WORK ORDER: Please return every line in the following data that includes the string "solid".

INFORMATION SUPPLIED:
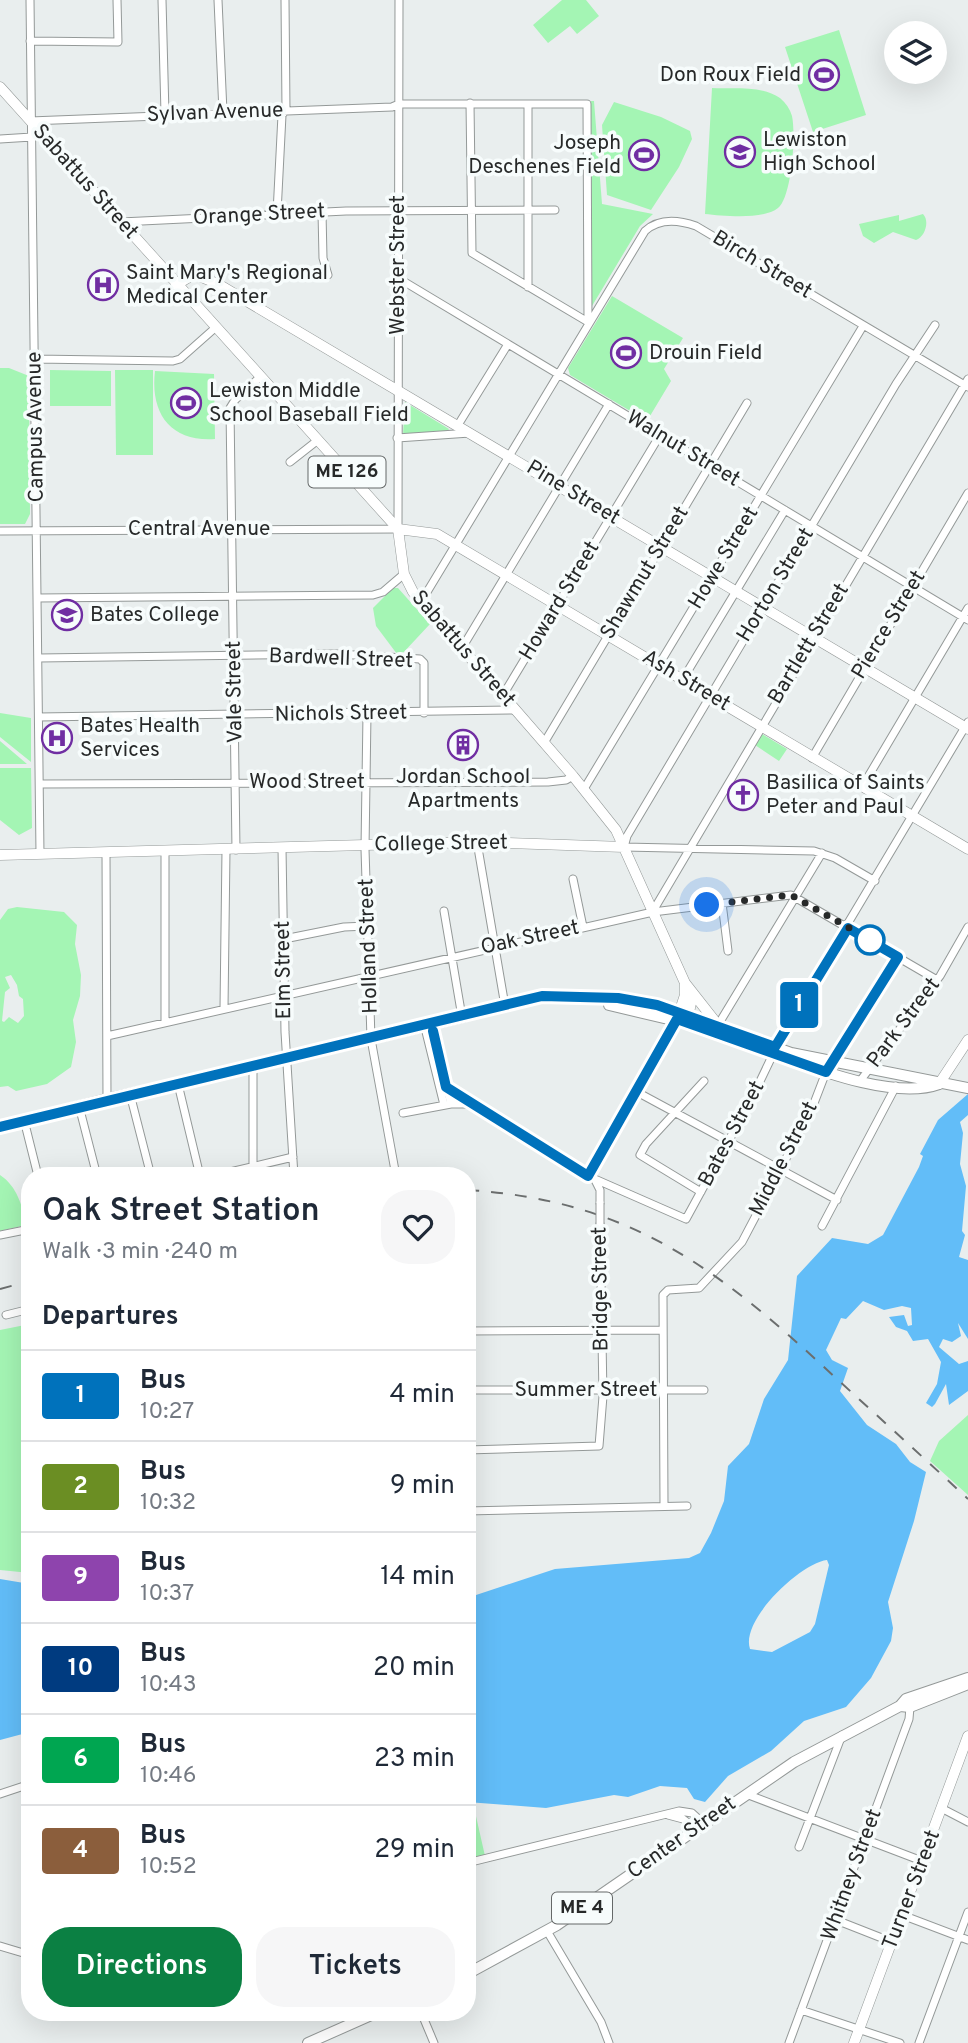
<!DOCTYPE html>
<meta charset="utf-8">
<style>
:root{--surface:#fff;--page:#f6f6f7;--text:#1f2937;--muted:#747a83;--line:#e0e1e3;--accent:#0b8043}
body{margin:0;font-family:Overpass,sans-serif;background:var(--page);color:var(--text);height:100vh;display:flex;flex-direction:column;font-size:26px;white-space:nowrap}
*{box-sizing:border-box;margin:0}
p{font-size:23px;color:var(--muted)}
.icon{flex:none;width:38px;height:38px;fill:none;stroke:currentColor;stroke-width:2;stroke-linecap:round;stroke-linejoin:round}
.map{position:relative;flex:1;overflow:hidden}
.panel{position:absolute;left:21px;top:1167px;width:455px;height:854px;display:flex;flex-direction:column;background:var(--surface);border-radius:28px;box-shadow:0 7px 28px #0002}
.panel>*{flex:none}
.badge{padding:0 14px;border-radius:5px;font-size:24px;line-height:46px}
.tools{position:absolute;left:884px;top:21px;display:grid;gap:14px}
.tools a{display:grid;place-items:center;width:63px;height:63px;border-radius:50%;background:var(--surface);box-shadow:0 7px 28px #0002;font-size:35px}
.you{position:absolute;width:35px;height:35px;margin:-18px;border:5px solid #fff;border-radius:50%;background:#1a73e8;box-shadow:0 0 0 10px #1a73e833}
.map>.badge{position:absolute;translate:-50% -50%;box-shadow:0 0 0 4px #fff}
h2{padding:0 21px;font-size:26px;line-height:63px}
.round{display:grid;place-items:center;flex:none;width:74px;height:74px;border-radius:28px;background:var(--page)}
.summary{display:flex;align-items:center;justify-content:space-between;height:119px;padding:0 21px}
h1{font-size:33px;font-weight:600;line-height:52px}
.action{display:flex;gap:14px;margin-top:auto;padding:14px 21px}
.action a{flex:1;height:80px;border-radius:28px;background:var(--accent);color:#fff;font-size:28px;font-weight:600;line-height:80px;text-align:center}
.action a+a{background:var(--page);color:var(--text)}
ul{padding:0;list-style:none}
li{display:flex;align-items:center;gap:21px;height:91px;padding:0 21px;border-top:2px solid var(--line)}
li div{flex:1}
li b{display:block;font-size:26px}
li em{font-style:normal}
li .badge{min-width:77px;font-weight:700;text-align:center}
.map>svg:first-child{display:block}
</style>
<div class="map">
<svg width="968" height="2043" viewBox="0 0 968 2043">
<rect width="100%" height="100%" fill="#e9eeee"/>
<path fill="#a4f5b4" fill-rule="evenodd" d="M562,0H586L599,16L577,34L570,26L548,43L533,25Z
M839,30L866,115L813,132L785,47Z
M712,88C734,89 761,85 780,98C786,103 790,109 792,116C796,134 792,197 778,208C763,220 724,216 705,214Z
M591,101H594L602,204L653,214L640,226L592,306Z
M614,102L661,117L690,131L692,139L679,167L651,210L607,195L602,125Z
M923,214C930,221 925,237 916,240L893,232L874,243L863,236L859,224L899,215V221Z
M612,296L683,338L664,369L671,381L647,421L570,375L568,368Z
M0,368H9L29,376L30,514L25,524H0Z
M50,370L111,371V406H50Z
M115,370H153V455H116Z
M155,371L214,374L215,439C170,442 150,413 155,371Z
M405,402L449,429L447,432L403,435Z
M393,588H398L430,624L402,654H397L376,626L373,608Z
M0,713L31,718V762L0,737Z
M762,734L787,749L779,761L755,745Z
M0,741L27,764H0Z
M0,768H31L32,828L19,835L0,820Z
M17,907L64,912L77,925L75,944L81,975L80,996L73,1020L76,1042L71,1067L47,1084L16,1091L8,1086L0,1087V920L8,909ZM11,975L17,985L19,996L23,999L24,1016L18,1023L9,1017L4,1022L2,1021L5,992L10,988L5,977Z
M0,1175C17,1186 23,1207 26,1225L0,1231Z
M30,1324V1573L0,1570V1330Z
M968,1415V1495L930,1461L939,1441Z
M467,1802L473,1803L485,1856L467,1858Z"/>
<path fill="#62bdf8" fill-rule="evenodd" d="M968,1094V1115L960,1122L963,1133L960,1164L966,1186L962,1231L965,1235L959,1257L968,1260V1339L958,1323L961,1336L952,1342L943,1339L939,1347L959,1364L968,1361V1391L949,1405L946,1384L935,1404L932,1407L926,1403L937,1384L941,1362L928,1339L913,1341L907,1331L896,1327L889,1317L904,1315L908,1326L912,1325L911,1308L902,1306L884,1310L863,1301L846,1319L841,1318L826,1350L832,1360L848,1368L840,1391L867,1425L896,1444L910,1462L926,1472L914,1521L888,1602L893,1628L891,1641L871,1678L846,1707L804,1721L771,1751L728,1776L705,1802L694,1799L687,1788L660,1786L628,1797L614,1795L546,1808L467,1802V1598L555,1569L689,1558L700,1553L711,1533L724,1501L728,1466L749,1444L764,1399L788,1360L797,1276L832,1238L868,1244L883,1235L919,1167L923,1156L920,1154L938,1120ZM827,1560L829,1565L815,1624L810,1632L772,1652L750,1649C740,1620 801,1563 827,1560Z
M0,1579L30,1584V1732L0,1740Z"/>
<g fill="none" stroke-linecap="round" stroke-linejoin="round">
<g stroke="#949998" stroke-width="9">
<path id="minor" d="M30,0L40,854
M162,0L165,114
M218,0L223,112
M30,41L118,42L117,0
M470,103L472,253L588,322
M30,121L392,107L399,104H587L588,321
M0,139L32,137
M322,212L323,258L328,275
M277,213L282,115L286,110L285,0
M121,222L346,211L555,210
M398,278L968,620
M528,287V104
M35,359L173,361L180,359L215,328
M458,425L508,344
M397,438L470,433
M290,462L318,440
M0,531L398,529L399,0
M38,598L373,595L383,592L404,574
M421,602L645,231C659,218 679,220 696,226L968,387
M462,648L609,404
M39,658L338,654L420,659L424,663V713
M683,679L785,510
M503,695L660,435
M367,714L365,849L371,1039L396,1176
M39,717L516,710
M544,743L747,403
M812,758L968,493
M40,784L548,782L566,780L573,776
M862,787L968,608
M584,789L863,326
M477,842L505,1006
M282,848L285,1032L294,1176
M236,850L230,408L235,400L259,378
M106,852L107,1099
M573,879L583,927
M875,881L835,858L814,851L624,847L627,836L896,384L935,325
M722,903L728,951
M444,911L462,1017
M653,911L968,379
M284,939L344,927L368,926
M224,1008L226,850
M165,1022V852
M718,1025L822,853
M427,1026L433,1031L451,1104
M427,1026L426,1032L444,1105
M107,1036L653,912L791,895L937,980
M253,1067V1176
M860,1081L940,976L968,927
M178,1084L200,1176
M446,1087L588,1176L686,1219L753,1096L786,1027L968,722
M637,1092L837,1200
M130,1094L151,1176
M79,1106L97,1176
M403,1113L451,1104H469
M24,1120L38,1176
M213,1176L293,1157
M588,1176L677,1019
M595,1180L600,1190V1203
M701,1192L640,1155L646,1144L704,1081
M822,1226L896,1086
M0,1235L30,1229
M6,1315L30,1309
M467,1331L662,1330
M467,1390H704
M467,1450L599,1446L603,1396L600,1224
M664,1506L663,1295L668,1290L699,1288L742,1242L811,1111L826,1072L898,957
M467,1511L687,1506
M0,1794L30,1784
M746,1794L922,1861
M943,1809L968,1822
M668,1815L683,1819L696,1829
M799,1847L842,1735
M467,1863L679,1811L692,1813L704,1824
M902,1915L968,1940
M836,1920L892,1942
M547,1931L601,2022L609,2043
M0,1946L30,1955
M801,2010L900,2043
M421,2012L434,2043
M789,2043L909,1719L910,1707
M919,2043L968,1912"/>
</g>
<g stroke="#949998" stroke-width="11">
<path id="major" d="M0,87L398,529L404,574L413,592L573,776L616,830L685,983V995L677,1019
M176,285L194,274L218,284L968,729
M398,529L437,534L968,849
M0,855L477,842L624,847
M685,983L718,1025
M687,1022L691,1003L688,990
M939,1084L968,1040
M854,2043L968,1736"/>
</g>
<g stroke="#949998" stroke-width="12">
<path id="highway" d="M609,1005L715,1030
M786,1058C826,1073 898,1099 939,1084
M253,1067L462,1017L516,1001L542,996H579L657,1005L791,1053L968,1088
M0,1127L107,1099L242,1069
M900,1706L910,1707L968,1684
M467,1974L557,1925L794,1762L900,1706L906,1699L968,1678
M308,2043L378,2012"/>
</g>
<use href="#minor" stroke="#fff" stroke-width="7"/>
<use href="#major" stroke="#fff" stroke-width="10"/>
<use href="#highway" stroke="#fff" stroke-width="10"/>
<path stroke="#6b6e6e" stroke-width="2" stroke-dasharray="12 12" stroke-linecap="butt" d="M467,1190C633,1200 722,1272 838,1380C881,1419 925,1459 968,1499
M0,1289L30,1281"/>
<g stroke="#949998" stroke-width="9" stroke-linecap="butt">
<path id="minor-bridge" d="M600,1224V1203"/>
</g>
<use href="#minor-bridge" stroke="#fff" stroke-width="7"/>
</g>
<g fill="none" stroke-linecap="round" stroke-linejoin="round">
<g stroke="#fff" stroke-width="16">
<path id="line" d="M0,1127L542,996L618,998L657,1005L775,1047L848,928L898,957L826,1072L677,1019L588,1176L446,1087L433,1031"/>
</g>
<use href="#line" stroke="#0072bc" stroke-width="10"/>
<path stroke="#272929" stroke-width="7" stroke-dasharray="0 12.6" d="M707,905L791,895L874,942L870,940"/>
</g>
<defs>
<g id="stadium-ring" transform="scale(1.575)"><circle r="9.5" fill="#f7fcfc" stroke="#702ea2" stroke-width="1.5"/><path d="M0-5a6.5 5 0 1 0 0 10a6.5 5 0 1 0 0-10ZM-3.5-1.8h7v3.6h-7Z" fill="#702ea2"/></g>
<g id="school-ring" transform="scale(1.575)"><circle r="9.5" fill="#f7fcfc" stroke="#702ea2" stroke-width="1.5"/><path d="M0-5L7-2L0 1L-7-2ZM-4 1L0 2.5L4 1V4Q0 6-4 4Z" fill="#702ea2"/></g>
<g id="hospital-ring" transform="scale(1.575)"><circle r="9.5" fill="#f7fcfc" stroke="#702ea2" stroke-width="1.5"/><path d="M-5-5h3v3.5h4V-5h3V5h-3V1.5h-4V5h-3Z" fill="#702ea2"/></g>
<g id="university-ring" transform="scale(1.575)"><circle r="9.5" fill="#f7fcfc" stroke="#702ea2" stroke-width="1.5"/><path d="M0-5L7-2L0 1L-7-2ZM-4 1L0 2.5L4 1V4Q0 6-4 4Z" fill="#702ea2"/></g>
<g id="building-ring" transform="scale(1.575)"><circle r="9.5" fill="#f7fcfc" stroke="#702ea2" stroke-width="1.5"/><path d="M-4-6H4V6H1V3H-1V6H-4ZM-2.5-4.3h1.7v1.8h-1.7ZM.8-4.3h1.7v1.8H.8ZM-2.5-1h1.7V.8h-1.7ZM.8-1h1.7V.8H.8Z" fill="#702ea2"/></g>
<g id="church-ring" transform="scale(1.575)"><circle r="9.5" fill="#f7fcfc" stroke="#702ea2" stroke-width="1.5"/><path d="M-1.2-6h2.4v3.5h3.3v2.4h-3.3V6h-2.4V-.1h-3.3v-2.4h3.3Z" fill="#702ea2"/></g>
</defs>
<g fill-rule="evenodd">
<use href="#stadium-ring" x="824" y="75"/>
<use href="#school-ring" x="740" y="152"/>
<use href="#stadium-ring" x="644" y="155"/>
<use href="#hospital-ring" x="103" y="285"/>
<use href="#stadium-ring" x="626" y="353"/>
<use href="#stadium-ring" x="186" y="403"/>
<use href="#university-ring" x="67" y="615"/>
<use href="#hospital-ring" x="57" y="738"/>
<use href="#building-ring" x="463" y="745"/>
<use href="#church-ring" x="743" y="795"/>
</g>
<circle fill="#fff" stroke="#0072bc" stroke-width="3.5" cx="870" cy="940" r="14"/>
<g text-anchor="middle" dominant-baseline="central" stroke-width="7" stroke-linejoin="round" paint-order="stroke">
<g fill="#f7fcfc" stroke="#656868" stroke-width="2">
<rect x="308.5" y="456.5" width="77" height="31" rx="5"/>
<rect x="552" y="1892.5" width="60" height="31" rx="5"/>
</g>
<g font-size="19" font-weight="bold" fill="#272929">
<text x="347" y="472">ME 126</text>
<text x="582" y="1908">ME 4</text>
</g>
<g font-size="21" fill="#272929" stroke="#f7fcfc" text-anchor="start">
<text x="801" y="75" text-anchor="end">Don Roux Field</text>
<text x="763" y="140">Lewiston<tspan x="763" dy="24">High School</tspan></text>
<text x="621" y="143" text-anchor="end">Joseph<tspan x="621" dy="24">Deschenes Field</tspan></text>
<text x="126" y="273">Saint Mary's Regional<tspan x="126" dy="24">Medical Center</tspan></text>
<text x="649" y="353">Drouin Field</text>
<text x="209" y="391">Lewiston Middle<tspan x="209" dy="24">School Baseball Field</tspan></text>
<text x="90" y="615">Bates College</text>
<text x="80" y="726">Bates Health<tspan x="80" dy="24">Services</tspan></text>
<text x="463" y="777" text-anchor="middle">Jordan School<tspan x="463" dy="24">Apartments</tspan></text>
<text x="766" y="783">Basilica of Saints<tspan x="766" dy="24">Peter and Paul</tspan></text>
</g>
<g font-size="21" fill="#272929" stroke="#f7fcfc">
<text transform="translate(215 113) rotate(-2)">Sylvan Avenue</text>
<text transform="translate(85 182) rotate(48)">Sabattus Street</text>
<text transform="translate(259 215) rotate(-3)">Orange Street</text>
<text transform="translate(398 265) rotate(-90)">Webster Street</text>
<text transform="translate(762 265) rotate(31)">Birch Street</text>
<text transform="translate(36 427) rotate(-91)">Campus Avenue</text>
<text transform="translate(683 449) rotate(31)">Walnut Street</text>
<text transform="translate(573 493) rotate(31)">Pine Street</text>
<text x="199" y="529">Central Avenue</text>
<text transform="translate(724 558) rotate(-59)">Howe Street</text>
<text transform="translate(645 573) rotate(-59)">Shawmut Street</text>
<text transform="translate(776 585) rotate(-59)">Horton Street</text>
<text transform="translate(560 601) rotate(-59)">Howard Street</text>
<text transform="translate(889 625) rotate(-59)">Pierce Street</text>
<text transform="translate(809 644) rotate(-59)">Bartlett Street</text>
<text transform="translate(463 649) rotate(49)">Sabattus Street</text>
<text transform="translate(341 659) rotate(2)">Bardwell Street</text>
<text transform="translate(686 681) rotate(31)">Ash Street</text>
<text transform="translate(235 692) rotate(-91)">Vale Street</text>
<text transform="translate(341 714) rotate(-1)">Nichols Street</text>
<text x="307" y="782">Wood Street</text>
<text transform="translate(441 844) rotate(-1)">College Street</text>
<text transform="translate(530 938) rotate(-12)">Oak Street</text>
<text transform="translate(369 946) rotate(-92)">Holland Street</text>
<text transform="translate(284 970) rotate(-91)">Elm Street</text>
<text transform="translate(904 1023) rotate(-53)">Park Street</text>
<text transform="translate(732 1134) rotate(-62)">Bates Street</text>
<text transform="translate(784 1159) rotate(-63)">Middle Street</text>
<text transform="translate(601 1289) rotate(-91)">Bridge Street</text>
<text x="586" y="1390">Summer Street</text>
<text transform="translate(682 1838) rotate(-35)">Center Street</text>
<text transform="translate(852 1875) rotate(-70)">Whitney Street</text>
<text transform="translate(912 1890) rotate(-69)">Turner Street</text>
</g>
</g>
</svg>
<div class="tools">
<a><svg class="icon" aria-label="layers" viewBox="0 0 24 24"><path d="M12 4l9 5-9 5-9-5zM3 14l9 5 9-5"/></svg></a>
</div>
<div class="you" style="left:707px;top:905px"></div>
<b class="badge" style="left:799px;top:1005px;background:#0072bc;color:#fff">1</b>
<section class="panel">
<div class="summary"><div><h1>Oak Street Station</h1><p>Walk · 3 min · 240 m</p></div><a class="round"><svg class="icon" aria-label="heart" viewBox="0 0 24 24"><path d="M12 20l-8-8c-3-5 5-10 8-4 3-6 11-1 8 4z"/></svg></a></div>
<h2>Departures</h2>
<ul>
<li><span class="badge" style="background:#0072bc;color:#fff">1</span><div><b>Bus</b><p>10:27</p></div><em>4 min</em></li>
<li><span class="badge" style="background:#6b8e23;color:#fff">2</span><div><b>Bus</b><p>10:32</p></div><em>9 min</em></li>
<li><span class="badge" style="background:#8e44ad;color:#fff">9</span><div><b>Bus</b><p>10:37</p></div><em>14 min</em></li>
<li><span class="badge" style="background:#003b80;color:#fff">10</span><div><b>Bus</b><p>10:43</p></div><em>20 min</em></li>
<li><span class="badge" style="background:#00a651;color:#fff">6</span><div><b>Bus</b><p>10:46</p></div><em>23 min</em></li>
<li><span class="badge" style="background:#8b5e3c;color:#fff">4</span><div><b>Bus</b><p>10:52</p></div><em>29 min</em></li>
</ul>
<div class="action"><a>Directions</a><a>Tickets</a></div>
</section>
</div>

RESULT OF THIS TASK:
.you{position:absolute;width:35px;height:35px;margin:-18px;border:5px solid #fff;border-radius:50%;background:#1a73e8;box-shadow:0 0 0 10px #1a73e833}
li{display:flex;align-items:center;gap:21px;height:91px;padding:0 21px;border-top:2px solid var(--line)}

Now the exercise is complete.